Symrise reports strong organic growth of 7.5 percent in Q1
08 May 2018 --- Symrise AG remains on track for strong growth in the fiscal year 2018 and achieved a healthy 7.5 percent organic increase in sales in Q1. Taking into account portfolio and exchange rate effects, sales in the first quarter were up 1.5 percent to €776.9 million (US$925.4 million) (Q1 2017: €765.2 million (US$911 million)). Earnings before interest, taxes, depreciation and amortization (EBITDA) amounted to €155.8 million (US$185.5 million). Due to negative currency effects and higher raw material costs, the EBITDA came in lower than in the prior-year period (Q1 2017: €165.5 million (US$197 million)). The EBITDA margin reached 20.1 percent and was within the medium-term target corridor of 19–22 percent.
Strong organic sales growth
All segments experienced healthy demand. Considering portfolio effects – such as the sales contributions of the recently acquired companies Cobell and Citratus – and exchange rate effects, Symrise increased its sales by 1.5 percent to €776.9 million (US$925.4 million) (Q1 2017: €765.2 million (US$911 million)).
Double-digit sales growth in the Flavor segment
Sales in the Flavor segment, which encompasses the business activities with flavors for foods and beverages, grew organically in the first quarter at a very dynamic rate of 11.0 percent. All business units and regions showed significant increases in sales. Taking into account exchange rate effects and the Cobell acquisition, sales in this segment were up 7.8 percent in reporting currency in the first quarter to €291.2 million (US$346.5 million)(Q1 2017: €270.2 million (US$321.5 million)).
The Asia/Pacific region achieved in all business units high single-digit or even double-digit percentage growth rates, with particularly satisfactory results especially in China, Japan and Singapore.
The North America region also saw significant year-on-year gains in sales. The Beverages application area showed a particularly dynamic trend resulting from an extensive new business.
The overall trend in the Latin America region was positive, with an organic growth rate in the medium single-digit percentage range. The biggest impetus came from the Sweet business unit, with good demand in the markets of Brazil and Mexico.
In the Flavor segment, EBITDA increased to €61.0 million (US$72.5 million). This result was €4.1 million (US$4.8 million) higher than in the same period a year earlier (Q1 2017: €56.9 million US$67.7 million)) despite unfavorable exchange rates, and represents an increase of 7.2 percent. The EBITDA margin, at 20.9 percent, was down slightly (Q1 2017: 21.1 percent), mainly as a result of the Cobell acquisition.
Nutrition with strong demand for Food and Pet Food applications
The Nutrition segment, which includes the Diana division, with Food, Pet Food and Baby Food applications as well as Probiotics, achieved organic growth of 2.9 percent in the first quarter. This reflects above all an announced reduction in orders from a relevant probiotics customer.

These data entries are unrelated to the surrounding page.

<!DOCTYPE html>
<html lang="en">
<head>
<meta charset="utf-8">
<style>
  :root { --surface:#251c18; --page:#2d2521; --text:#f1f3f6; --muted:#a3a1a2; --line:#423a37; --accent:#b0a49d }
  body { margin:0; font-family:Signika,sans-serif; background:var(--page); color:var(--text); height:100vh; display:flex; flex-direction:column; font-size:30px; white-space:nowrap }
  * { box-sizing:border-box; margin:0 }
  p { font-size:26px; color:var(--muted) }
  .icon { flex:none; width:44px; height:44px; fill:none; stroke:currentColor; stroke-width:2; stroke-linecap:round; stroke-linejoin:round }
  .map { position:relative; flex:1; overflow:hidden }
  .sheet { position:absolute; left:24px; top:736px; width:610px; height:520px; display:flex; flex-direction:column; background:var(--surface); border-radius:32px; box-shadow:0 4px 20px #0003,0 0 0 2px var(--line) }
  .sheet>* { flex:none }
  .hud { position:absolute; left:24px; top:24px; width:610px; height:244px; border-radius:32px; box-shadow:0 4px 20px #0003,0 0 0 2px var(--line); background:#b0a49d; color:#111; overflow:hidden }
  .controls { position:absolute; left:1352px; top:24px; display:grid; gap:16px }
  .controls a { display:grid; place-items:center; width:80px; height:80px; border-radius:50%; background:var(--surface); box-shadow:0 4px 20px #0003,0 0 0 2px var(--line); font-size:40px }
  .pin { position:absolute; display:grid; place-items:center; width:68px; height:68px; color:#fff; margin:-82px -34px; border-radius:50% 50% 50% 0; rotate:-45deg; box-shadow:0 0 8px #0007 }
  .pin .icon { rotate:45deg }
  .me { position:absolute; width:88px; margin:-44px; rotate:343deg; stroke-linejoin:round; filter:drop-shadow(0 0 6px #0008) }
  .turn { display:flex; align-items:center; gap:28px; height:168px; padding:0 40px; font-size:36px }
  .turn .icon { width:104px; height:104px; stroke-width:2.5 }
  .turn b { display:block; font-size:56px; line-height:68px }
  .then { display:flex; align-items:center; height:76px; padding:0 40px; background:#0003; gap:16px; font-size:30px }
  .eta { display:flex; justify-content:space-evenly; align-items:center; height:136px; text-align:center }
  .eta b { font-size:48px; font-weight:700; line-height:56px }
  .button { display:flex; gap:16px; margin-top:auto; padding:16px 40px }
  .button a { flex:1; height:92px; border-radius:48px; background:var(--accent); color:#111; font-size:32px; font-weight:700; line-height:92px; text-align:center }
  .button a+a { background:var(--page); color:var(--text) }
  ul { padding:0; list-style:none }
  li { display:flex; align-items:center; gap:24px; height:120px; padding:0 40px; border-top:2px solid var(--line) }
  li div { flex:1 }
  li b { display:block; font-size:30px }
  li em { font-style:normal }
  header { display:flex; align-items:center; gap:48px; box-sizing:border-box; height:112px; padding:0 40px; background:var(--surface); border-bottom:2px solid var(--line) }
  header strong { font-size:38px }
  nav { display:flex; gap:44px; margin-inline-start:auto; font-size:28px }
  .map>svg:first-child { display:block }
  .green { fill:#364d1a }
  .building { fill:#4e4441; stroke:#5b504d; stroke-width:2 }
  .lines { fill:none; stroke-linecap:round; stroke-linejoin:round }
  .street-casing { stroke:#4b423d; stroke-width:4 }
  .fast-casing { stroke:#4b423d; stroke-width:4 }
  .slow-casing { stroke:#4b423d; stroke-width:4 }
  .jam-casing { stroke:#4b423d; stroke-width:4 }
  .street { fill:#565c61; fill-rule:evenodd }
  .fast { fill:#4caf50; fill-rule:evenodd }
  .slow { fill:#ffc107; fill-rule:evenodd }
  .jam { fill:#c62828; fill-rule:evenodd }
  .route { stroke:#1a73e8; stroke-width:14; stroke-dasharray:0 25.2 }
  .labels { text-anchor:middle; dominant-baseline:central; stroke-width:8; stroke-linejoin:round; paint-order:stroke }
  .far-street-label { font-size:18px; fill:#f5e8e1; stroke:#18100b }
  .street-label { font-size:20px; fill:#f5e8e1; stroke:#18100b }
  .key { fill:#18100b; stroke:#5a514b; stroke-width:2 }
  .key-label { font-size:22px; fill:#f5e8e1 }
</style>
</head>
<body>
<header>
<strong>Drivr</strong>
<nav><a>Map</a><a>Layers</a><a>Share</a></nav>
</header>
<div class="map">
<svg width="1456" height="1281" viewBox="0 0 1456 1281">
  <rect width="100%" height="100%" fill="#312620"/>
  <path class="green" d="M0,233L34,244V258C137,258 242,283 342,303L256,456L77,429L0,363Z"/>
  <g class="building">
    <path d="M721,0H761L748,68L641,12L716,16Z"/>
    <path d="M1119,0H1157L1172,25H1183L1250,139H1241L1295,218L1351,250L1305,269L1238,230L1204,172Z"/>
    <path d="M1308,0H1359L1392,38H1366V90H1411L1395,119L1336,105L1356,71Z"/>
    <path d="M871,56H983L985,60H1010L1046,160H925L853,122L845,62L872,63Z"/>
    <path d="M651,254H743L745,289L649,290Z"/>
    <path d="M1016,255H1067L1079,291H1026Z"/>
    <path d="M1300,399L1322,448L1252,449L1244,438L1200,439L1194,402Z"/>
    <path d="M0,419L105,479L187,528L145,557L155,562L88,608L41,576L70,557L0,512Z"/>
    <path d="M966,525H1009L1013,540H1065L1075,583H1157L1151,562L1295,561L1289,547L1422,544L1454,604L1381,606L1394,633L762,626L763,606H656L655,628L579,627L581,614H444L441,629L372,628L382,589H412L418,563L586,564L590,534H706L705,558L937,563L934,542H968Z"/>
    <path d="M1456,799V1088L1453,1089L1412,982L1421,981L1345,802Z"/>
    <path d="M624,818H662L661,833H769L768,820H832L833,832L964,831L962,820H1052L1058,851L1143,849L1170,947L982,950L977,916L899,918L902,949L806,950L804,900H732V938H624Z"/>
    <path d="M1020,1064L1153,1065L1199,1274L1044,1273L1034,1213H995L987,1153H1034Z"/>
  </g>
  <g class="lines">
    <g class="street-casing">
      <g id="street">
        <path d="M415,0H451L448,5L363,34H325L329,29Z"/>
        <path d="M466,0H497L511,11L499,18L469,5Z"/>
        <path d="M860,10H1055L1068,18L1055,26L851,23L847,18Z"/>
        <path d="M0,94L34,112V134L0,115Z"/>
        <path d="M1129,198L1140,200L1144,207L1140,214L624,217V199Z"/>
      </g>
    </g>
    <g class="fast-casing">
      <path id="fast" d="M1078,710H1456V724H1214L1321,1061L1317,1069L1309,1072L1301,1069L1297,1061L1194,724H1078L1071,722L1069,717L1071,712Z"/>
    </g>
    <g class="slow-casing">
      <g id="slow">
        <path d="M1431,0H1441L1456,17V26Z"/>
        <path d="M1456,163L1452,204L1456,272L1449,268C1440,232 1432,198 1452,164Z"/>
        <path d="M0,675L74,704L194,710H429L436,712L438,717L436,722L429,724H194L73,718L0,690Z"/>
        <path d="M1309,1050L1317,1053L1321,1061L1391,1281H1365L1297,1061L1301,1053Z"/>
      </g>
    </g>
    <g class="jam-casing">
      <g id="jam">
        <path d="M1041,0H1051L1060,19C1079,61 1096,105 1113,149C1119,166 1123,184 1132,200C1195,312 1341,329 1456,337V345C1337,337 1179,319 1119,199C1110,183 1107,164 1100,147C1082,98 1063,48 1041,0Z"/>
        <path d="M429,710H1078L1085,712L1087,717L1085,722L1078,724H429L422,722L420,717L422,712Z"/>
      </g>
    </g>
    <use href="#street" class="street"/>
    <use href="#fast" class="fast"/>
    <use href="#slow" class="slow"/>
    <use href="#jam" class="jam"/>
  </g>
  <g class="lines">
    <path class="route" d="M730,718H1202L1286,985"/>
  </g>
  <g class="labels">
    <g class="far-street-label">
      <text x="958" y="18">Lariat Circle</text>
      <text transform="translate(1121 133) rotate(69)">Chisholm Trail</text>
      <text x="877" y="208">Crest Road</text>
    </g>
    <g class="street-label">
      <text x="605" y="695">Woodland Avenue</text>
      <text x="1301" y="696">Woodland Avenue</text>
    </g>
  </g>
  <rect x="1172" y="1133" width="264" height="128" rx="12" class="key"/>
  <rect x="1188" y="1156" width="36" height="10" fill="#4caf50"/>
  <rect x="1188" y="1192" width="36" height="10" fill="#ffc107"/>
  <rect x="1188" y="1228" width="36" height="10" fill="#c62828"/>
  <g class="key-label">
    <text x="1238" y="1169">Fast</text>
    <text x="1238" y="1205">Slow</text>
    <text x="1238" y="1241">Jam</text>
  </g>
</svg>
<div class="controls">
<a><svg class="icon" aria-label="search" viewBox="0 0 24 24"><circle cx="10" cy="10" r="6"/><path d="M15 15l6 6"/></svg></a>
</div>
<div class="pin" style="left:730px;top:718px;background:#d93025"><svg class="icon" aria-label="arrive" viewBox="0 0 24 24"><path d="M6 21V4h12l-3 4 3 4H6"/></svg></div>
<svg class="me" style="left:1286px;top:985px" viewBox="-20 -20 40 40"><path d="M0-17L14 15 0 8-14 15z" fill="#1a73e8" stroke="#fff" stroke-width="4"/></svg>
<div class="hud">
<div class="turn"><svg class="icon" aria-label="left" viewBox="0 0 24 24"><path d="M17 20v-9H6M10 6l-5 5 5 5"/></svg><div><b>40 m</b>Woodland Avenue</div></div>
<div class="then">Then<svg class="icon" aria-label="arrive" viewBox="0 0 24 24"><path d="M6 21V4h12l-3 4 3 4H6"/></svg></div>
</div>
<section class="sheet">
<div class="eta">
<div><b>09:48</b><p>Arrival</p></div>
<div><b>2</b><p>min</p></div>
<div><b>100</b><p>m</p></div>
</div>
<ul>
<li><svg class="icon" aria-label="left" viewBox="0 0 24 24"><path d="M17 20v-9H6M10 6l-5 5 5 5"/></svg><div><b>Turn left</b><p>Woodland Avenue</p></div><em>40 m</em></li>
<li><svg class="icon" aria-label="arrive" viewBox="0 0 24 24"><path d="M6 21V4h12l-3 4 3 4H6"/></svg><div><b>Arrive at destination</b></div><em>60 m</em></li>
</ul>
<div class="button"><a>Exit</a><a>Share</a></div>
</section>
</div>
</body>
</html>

Adjusted for the business unit Probi, the growth rate was 8.0 percent. In consideration of unfavorable exchange rates, sales in reporting currency, at €153.8 million (US$182.8 million), were lower than in the same period in 2017 (Q1 2017: €161.8 million (US$192.3 million)).
The Food, Pet Food and Aqua business units achieved growth rates in the high single-digit range. In the Food business unit, the strongest growth was seen in the North America and Asia/Pacific regions. Pet Food applications experienced the highest increases in Latin America and North America, especially in Mexico, Argentina and the USA. EBITDA in the Nutrition segment amounted to €30.1 million (US$35.7 million)in the period under review. Due to negative currency effects, the loss of contributions to earnings through the lower sales in the Probiotics business unit, and start-up costs for the new plant in Georgia, USA, EDITDA was lower than in the first quarter of 2017 (Q1 2017: €36.7 million (US$43.6 million)). As expected, the EBITDA margin was 19.5 percent (Q1 2017: 22.7 percent).
After a good start to the year, Symrise affirms its growth and profitability targets for the current fiscal year. The group remains confident that it will continue to achieve growth on a sustainable basis. The target remains, again in 2018, to significantly exceed the market growth rate, which estimates indicate will lie between 3 percent and 4 percent. In mid-2018 the capacity expansion for cosmetic ingredients in South Carolina will be completed, and the new Diana site for food ingredients in Georgia will be opened in the second half of the year.